[‘"]? - matches single/double quote or no quote
[^\s’"<>]* - href, match everything except: whitespace, quotes, tags, 0 or more
[^<>]* - any additional attributes after href, for example target=_blank class=smth
[\s\S]{1,100}? - link name, 1-100 characters, “?” means ungreedy so it ends on first closing tag
/i - case insensitive
Actually it detects none of my tests. We want to match links, and not garbage like: ‘test.php’ with quotes, your pattern matches 0 of 5 cases from my previous post.
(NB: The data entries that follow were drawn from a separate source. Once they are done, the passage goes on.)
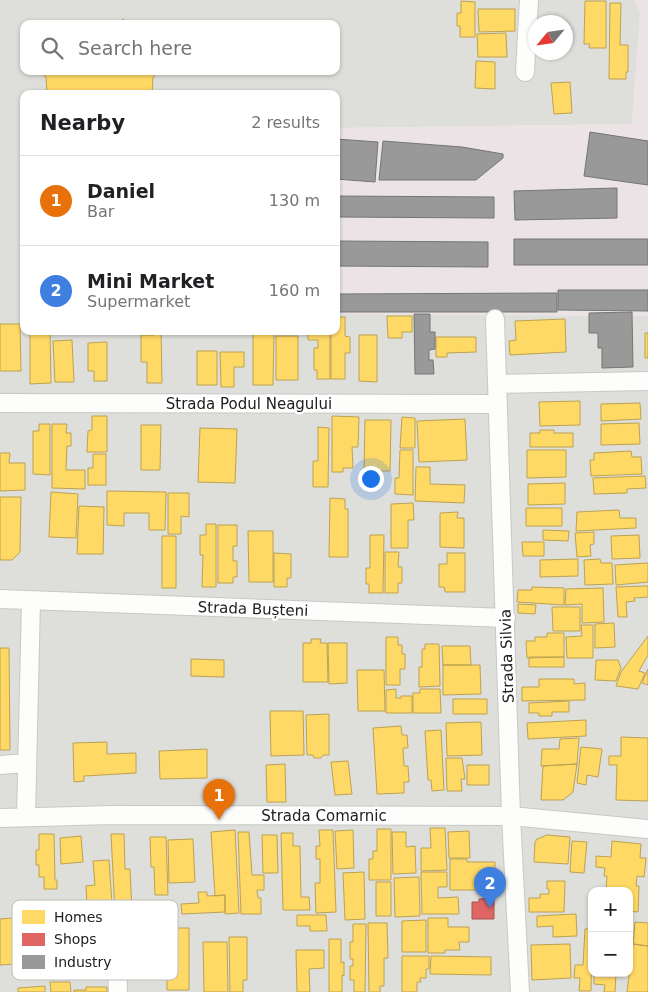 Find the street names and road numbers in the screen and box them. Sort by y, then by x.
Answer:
street label: Strada Podul Neagului [166,395,332,413]
street label: Strada Bușteni [197,598,309,620]
street label: Strada Silvia [496,609,518,703]
street label: Strada Comarnic [261,807,387,825]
Let’s examine the examples in details:
<a href=test0.php>this is
test0</a>
0 : 1, does not match
<a href=test1.php class="test">test1</a>
0 : 2, garbage match: test1.php class=“test” - this is not a correct link
<a href='test2.php'>test2</a>
0 : 3, garbage match: ‘test.php’ - this is not a correct link
<a href="test3.php">test3</a>
0 : 4, garbage match: “test3.php” - this is not a correct link
His approach is wrong, this is not the way to match links. It wasn’t specified? It also wasn’t specified that we shouldn’t show him the right direction if he was making wrong assumptions.
He did say that he wants to parse links, not parse urls, as it was stated in the first post. And link is not specifically what is inside href attribute, it could be whole ‘a’ tag from html perspective. It depends what it was needed for.